Task to carry out: All of the data below is to be output exactly as written.

Supplied entries:
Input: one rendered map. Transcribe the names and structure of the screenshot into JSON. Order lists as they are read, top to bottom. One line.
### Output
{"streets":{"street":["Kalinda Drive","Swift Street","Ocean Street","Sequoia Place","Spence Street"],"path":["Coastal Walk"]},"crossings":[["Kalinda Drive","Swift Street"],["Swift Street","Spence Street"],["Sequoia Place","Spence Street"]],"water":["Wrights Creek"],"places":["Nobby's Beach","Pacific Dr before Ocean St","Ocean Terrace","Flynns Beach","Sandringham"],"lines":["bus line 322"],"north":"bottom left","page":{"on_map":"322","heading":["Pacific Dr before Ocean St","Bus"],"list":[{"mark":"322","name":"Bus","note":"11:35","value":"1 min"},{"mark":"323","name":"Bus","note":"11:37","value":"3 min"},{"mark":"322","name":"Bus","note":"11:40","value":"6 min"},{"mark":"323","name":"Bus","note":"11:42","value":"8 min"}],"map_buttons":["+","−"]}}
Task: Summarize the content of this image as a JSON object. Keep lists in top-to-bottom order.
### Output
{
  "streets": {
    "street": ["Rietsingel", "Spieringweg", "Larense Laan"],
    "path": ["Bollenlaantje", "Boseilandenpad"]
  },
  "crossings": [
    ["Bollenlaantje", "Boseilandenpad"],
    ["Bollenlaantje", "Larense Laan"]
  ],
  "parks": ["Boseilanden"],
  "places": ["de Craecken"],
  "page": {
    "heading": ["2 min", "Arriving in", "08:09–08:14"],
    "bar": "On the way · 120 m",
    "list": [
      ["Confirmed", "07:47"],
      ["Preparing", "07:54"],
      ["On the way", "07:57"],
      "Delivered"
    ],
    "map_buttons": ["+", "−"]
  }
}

Output of the task:
Input: one rendered map. Transcribe the names and structure of the screenshot into JSON. Order lists as they are read, top to bottom. One line.
### Output
{"streets":{"street":["Kalinda Drive","Swift Street","Ocean Street","Sequoia Place","Spence Street"],"path":["Coastal Walk"]},"crossings":[["Kalinda Drive","Swift Street"],["Swift Street","Spence Street"],["Sequoia Place","Spence Street"]],"water":["Wrights Creek"],"places":["Nobby's Beach","Pacific Dr before Ocean St","Ocean Terrace","Flynns Beach","Sandringham"],"lines":["bus line 322"],"north":"bottom left","page":{"on_map":"322","heading":["Pacific Dr before Ocean St","Bus"],"list":[{"mark":"322","name":"Bus","note":"11:35","value":"1 min"},{"mark":"323","name":"Bus","note":"11:37","value":"3 min"},{"mark":"322","name":"Bus","note":"11:40","value":"6 min"},{"mark":"323","name":"Bus","note":"11:42","value":"8 min"}],"map_buttons":["+","−"]}}
Task: Summarize the content of this image as a JSON object. Keep lists in top-to-bottom order.
### Output
{
  "streets": {
    "street": ["Rietsingel", "Spieringweg", "Larense Laan"],
    "path": ["Bollenlaantje", "Boseilandenpad"]
  },
  "crossings": [
    ["Bollenlaantje", "Boseilandenpad"],
    ["Bollenlaantje", "Larense Laan"]
  ],
  "parks": ["Boseilanden"],
  "places": ["de Craecken"],
  "page": {
    "heading": ["2 min", "Arriving in", "08:09–08:14"],
    "bar": "On the way · 120 m",
    "list": [
      ["Confirmed", "07:47"],
      ["Preparing", "07:54"],
      ["On the way", "07:57"],
      "Delivered"
    ],
    "map_buttons": ["+", "−"]
  }
}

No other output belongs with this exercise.